[Stored data entries]
○ ○ ○
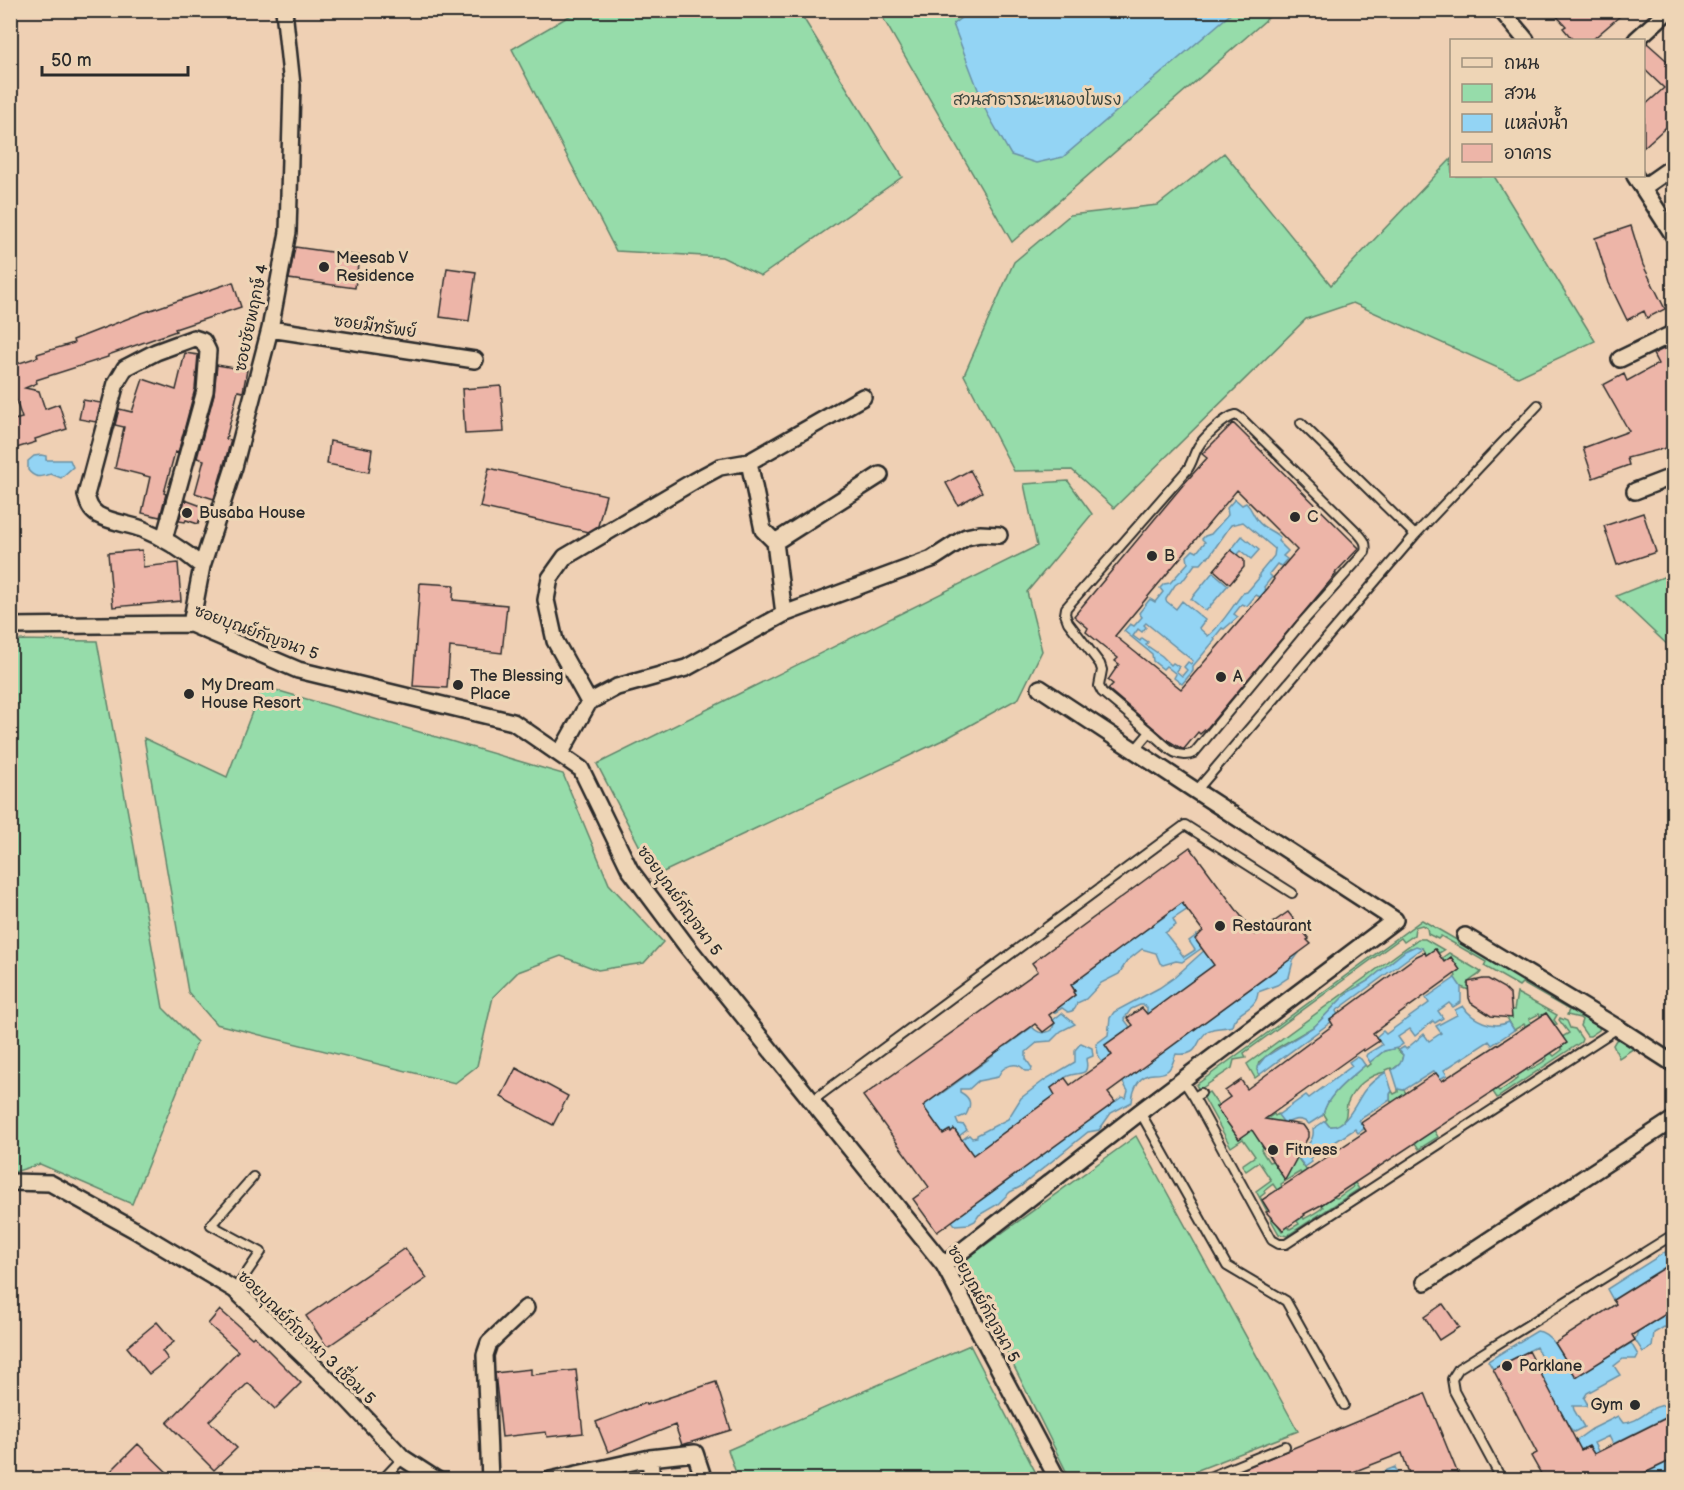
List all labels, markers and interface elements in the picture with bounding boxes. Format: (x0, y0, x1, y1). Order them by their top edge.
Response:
scale bar (42, 39, 188, 77)
legend (1450, 39, 1645, 177)
text: 50 m (51, 50, 92, 71)
text: ถนน (1504, 53, 1539, 74)
text: สวน (1504, 83, 1536, 104)
park label: สวนสาธารณะหนองโพรง (953, 88, 1121, 110)
text: แหล่งน้ำ (1504, 106, 1568, 134)
text: อาคาร (1504, 143, 1552, 164)
place label: Meesab V Residence (336, 249, 415, 286)
marker: Meesab V Residence (317, 260, 331, 274)
street label: ซอยชัยพฤกษ์ 4 (228, 262, 274, 374)
street label: ซอยมีทรัพย์ (332, 309, 418, 342)
place label: Busaba House (199, 504, 306, 523)
marker: Busaba House (180, 506, 194, 520)
place label: C (1307, 508, 1318, 527)
marker: C (1288, 510, 1302, 524)
place label: B (1164, 547, 1175, 566)
marker: B (1145, 549, 1159, 563)
street label: ซอยบุณย์กัญจนา 5 (191, 599, 322, 666)
place label: The Blessing Place (470, 667, 564, 704)
place label: A (1233, 668, 1243, 687)
marker: A (1214, 670, 1228, 684)
place label: My Dream House Resort (201, 676, 301, 713)
marker: The Blessing Place (451, 678, 465, 692)
marker: My Dream House Resort (182, 687, 196, 701)
street label: ซอยบุณย์กัญจนา 5 (631, 841, 728, 961)
place label: Restaurant (1232, 917, 1312, 936)
marker: Restaurant (1213, 919, 1227, 933)
place label: Fitness (1285, 1141, 1338, 1160)
marker: Fitness (1266, 1143, 1280, 1157)
street label: ซอยบุณย์กัญจนา 5 (941, 1241, 1026, 1367)
street label: ซอยบุณย์กัญจนา 3 เชื่อม 5 (232, 1262, 384, 1410)
place label: Parklane (1519, 1357, 1583, 1376)
marker: Parklane (1500, 1359, 1514, 1373)
place label: Gym (1591, 1396, 1623, 1415)
marker: Gym (1628, 1398, 1642, 1412)

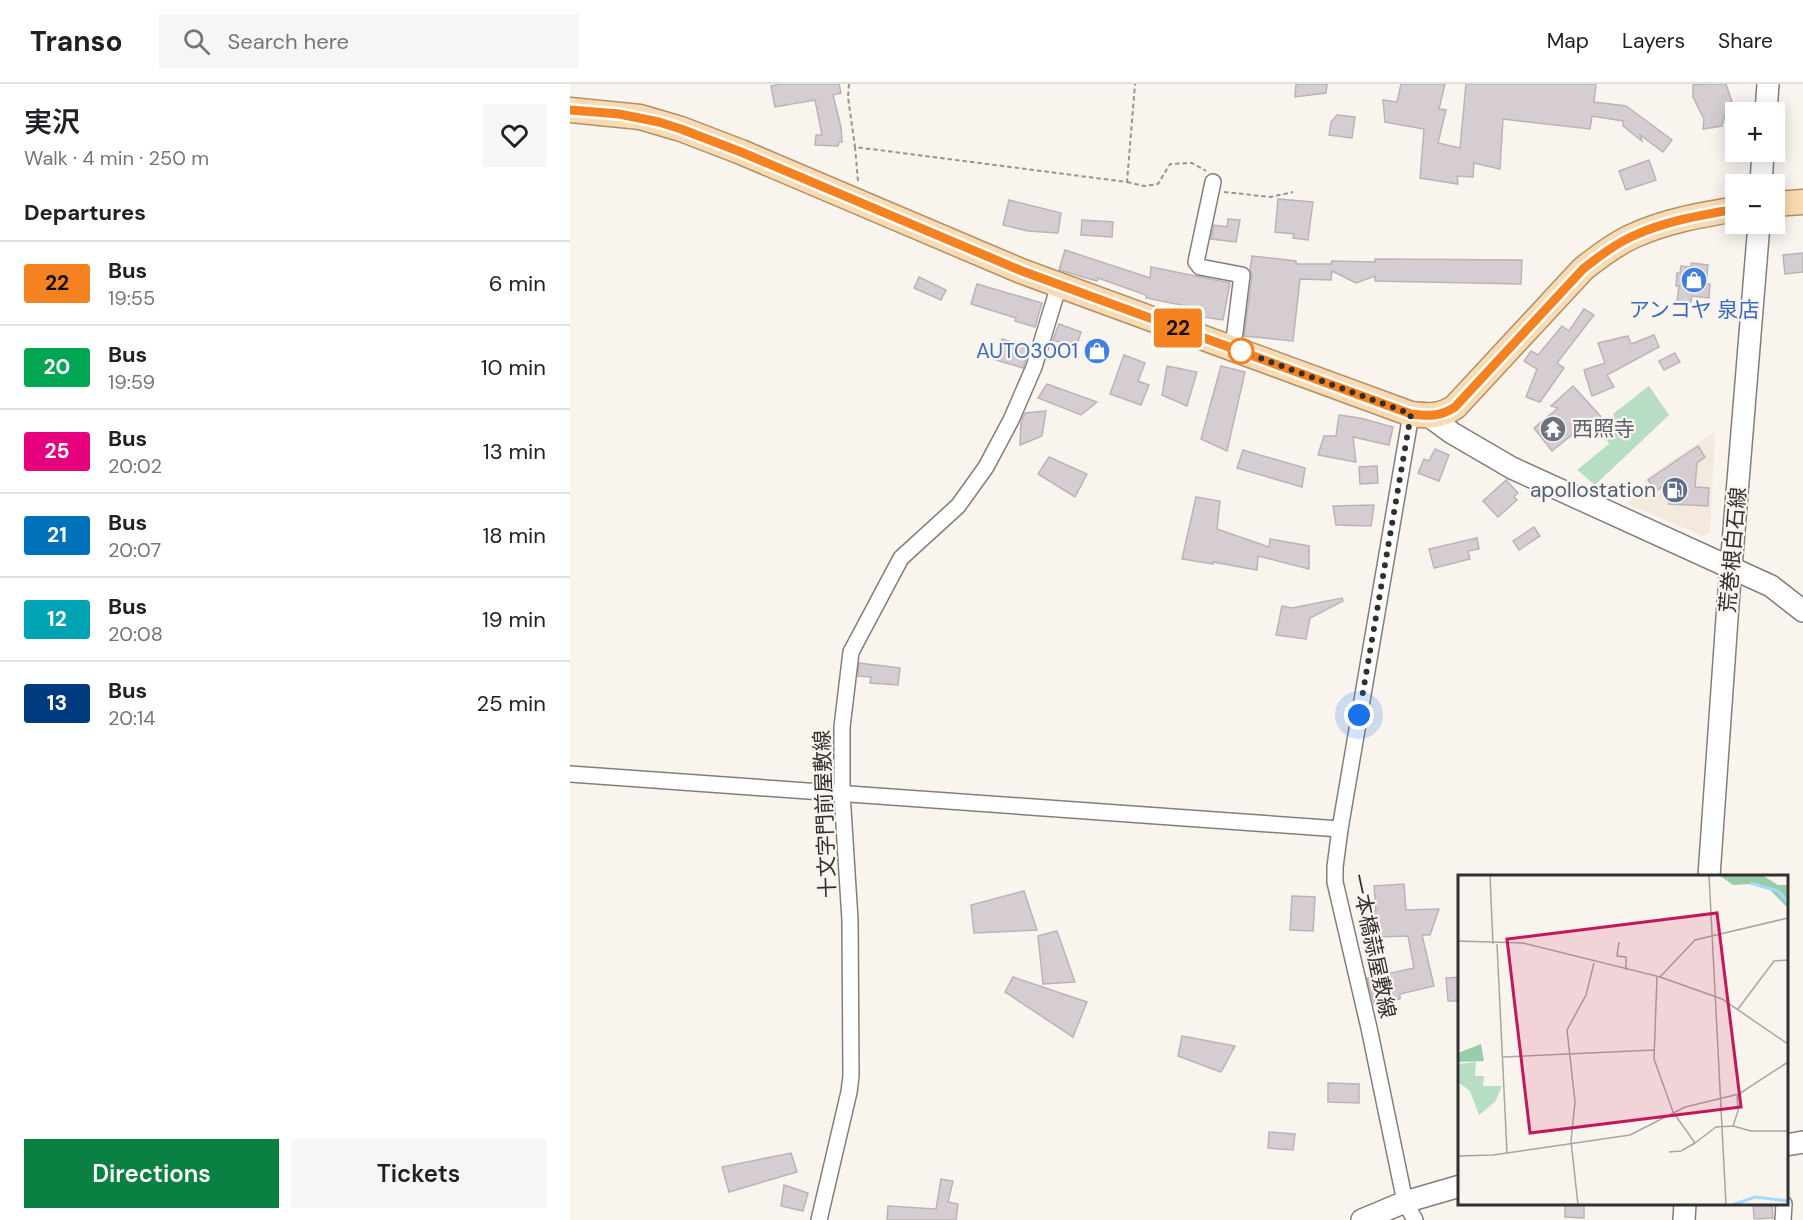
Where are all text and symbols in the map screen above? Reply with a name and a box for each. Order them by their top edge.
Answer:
search box [159,14,579,68]
text: Transo [30,23,123,60]
icon: search [180,25,213,58]
text: Search here [228,27,349,56]
text: Map [1547,27,1589,55]
text: Layers [1622,27,1685,55]
text: Share [1718,27,1773,55]
map controls [1725,102,1785,234]
button: + [1725,102,1785,162]
text: 実沢 [24,104,80,141]
button: heart [483,104,546,167]
text: Walk · 4 min · 250 m [24,145,209,171]
button: − [1725,174,1785,234]
text: Departures [24,198,146,227]
text: Bus [108,256,147,285]
shop icon: アンコヤ 泉店 [1679,265,1709,295]
text: 22 [45,269,69,297]
text: 6 min [489,269,546,298]
text: 19:55 [108,285,155,311]
place label: アンコヤ 泉店 [1629,296,1759,324]
line badge: 22 [1151,308,1205,348]
text: 22 [1166,314,1190,342]
shop icon: AUTO3001 [1082,336,1112,366]
place label: AUTO3001 [976,337,1078,365]
unlabelled marker [1228,338,1254,364]
text: Bus [108,340,147,369]
text: 20 [44,353,70,381]
text: 10 min [481,353,546,382]
text: 19:59 [108,369,155,395]
temple icon: 西照寺 [1538,414,1568,444]
place label: 西照寺 [1572,415,1635,443]
text: Bus [108,424,147,453]
text: 25 [44,437,70,465]
text: 13 min [483,437,546,466]
text: 20:02 [108,453,162,479]
fuel station icon: apollostation [1660,475,1690,505]
place label: apollostation [1530,476,1656,504]
street label: 荒巻根白石線 [1714,486,1752,614]
text: Bus [108,508,147,537]
text: 21 [47,521,67,549]
text: 18 min [482,521,546,550]
text: 20:07 [108,537,161,563]
text: Bus [108,592,147,621]
text: 12 [47,605,67,633]
text: 19 min [482,605,546,634]
text: 20:08 [108,621,163,647]
text: Bus [108,676,147,705]
text: 13 [47,689,67,717]
text: 25 min [477,689,546,718]
your location [1344,700,1374,730]
text: 20:14 [108,705,155,731]
street label: 十文字門前屋敷線 [808,730,842,898]
street label: 一本橋蒜屋敷線 [1344,871,1402,1021]
inset map [1458,875,1788,1205]
button: Directions [24,1139,279,1208]
button: Tickets [291,1139,546,1208]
○ ○ ○
* WHAT THIS TASK INVOLVES
Each record above has to be written out again in full, but its pictures must not be.

* EXERCISE RESULT
List all labels, markers and interface elements in the picture with bounding boxes. Format: (x0, y0, x1, y1). Order them by their top edge.
Response:
scale bar (42, 39, 188, 77)
legend (1450, 39, 1645, 177)
text: 50 m (51, 50, 92, 71)
text: ถนน (1504, 53, 1539, 74)
text: สวน (1504, 83, 1536, 104)
park label: สวนสาธารณะหนองโพรง (953, 88, 1121, 110)
text: แหล่งน้ำ (1504, 106, 1568, 134)
text: อาคาร (1504, 143, 1552, 164)
place label: Meesab V Residence (336, 249, 415, 286)
marker: Meesab V Residence (317, 260, 331, 274)
street label: ซอยชัยพฤกษ์ 4 (228, 262, 274, 374)
street label: ซอยมีทรัพย์ (332, 309, 418, 342)
place label: Busaba House (199, 504, 306, 523)
marker: Busaba House (180, 506, 194, 520)
place label: C (1307, 508, 1318, 527)
marker: C (1288, 510, 1302, 524)
place label: B (1164, 547, 1175, 566)
marker: B (1145, 549, 1159, 563)
street label: ซอยบุณย์กัญจนา 5 (191, 599, 322, 666)
place label: The Blessing Place (470, 667, 564, 704)
place label: A (1233, 668, 1243, 687)
marker: A (1214, 670, 1228, 684)
place label: My Dream House Resort (201, 676, 301, 713)
marker: The Blessing Place (451, 678, 465, 692)
marker: My Dream House Resort (182, 687, 196, 701)
street label: ซอยบุณย์กัญจนา 5 (631, 841, 728, 961)
place label: Restaurant (1232, 917, 1312, 936)
marker: Restaurant (1213, 919, 1227, 933)
place label: Fitness (1285, 1141, 1338, 1160)
marker: Fitness (1266, 1143, 1280, 1157)
street label: ซอยบุณย์กัญจนา 5 (941, 1241, 1026, 1367)
street label: ซอยบุณย์กัญจนา 3 เชื่อม 5 (232, 1262, 384, 1410)
place label: Parklane (1519, 1357, 1583, 1376)
marker: Parklane (1500, 1359, 1514, 1373)
place label: Gym (1591, 1396, 1623, 1415)
marker: Gym (1628, 1398, 1642, 1412)

Where are all text and symbols in the map screen above? Reply with a name and a box for each. Order them by their top edge.
Answer:
search box [159,14,579,68]
text: Transo [30,23,123,60]
icon: search [180,25,213,58]
text: Search here [228,27,349,56]
text: Map [1547,27,1589,55]
text: Layers [1622,27,1685,55]
text: Share [1718,27,1773,55]
map controls [1725,102,1785,234]
button: + [1725,102,1785,162]
text: 実沢 [24,104,80,141]
button: heart [483,104,546,167]
text: Walk · 4 min · 250 m [24,145,209,171]
button: − [1725,174,1785,234]
text: Departures [24,198,146,227]
text: Bus [108,256,147,285]
shop icon: アンコヤ 泉店 [1679,265,1709,295]
text: 22 [45,269,69,297]
text: 6 min [489,269,546,298]
text: 19:55 [108,285,155,311]
place label: アンコヤ 泉店 [1629,296,1759,324]
line badge: 22 [1151,308,1205,348]
text: 22 [1166,314,1190,342]
shop icon: AUTO3001 [1082,336,1112,366]
place label: AUTO3001 [976,337,1078,365]
unlabelled marker [1228,338,1254,364]
text: Bus [108,340,147,369]
text: 20 [44,353,70,381]
text: 10 min [481,353,546,382]
text: 19:59 [108,369,155,395]
temple icon: 西照寺 [1538,414,1568,444]
place label: 西照寺 [1572,415,1635,443]
text: Bus [108,424,147,453]
text: 25 [44,437,70,465]
text: 13 min [483,437,546,466]
text: 20:02 [108,453,162,479]
fuel station icon: apollostation [1660,475,1690,505]
place label: apollostation [1530,476,1656,504]
street label: 荒巻根白石線 [1714,486,1752,614]
text: Bus [108,508,147,537]
text: 21 [47,521,67,549]
text: 18 min [482,521,546,550]
text: 20:07 [108,537,161,563]
text: Bus [108,592,147,621]
text: 12 [47,605,67,633]
text: 19 min [482,605,546,634]
text: 20:08 [108,621,163,647]
text: Bus [108,676,147,705]
text: 13 [47,689,67,717]
text: 25 min [477,689,546,718]
your location [1344,700,1374,730]
text: 20:14 [108,705,155,731]
street label: 十文字門前屋敷線 [808,730,842,898]
street label: 一本橋蒜屋敷線 [1344,871,1402,1021]
inset map [1458,875,1788,1205]
button: Directions [24,1139,279,1208]
button: Tickets [291,1139,546,1208]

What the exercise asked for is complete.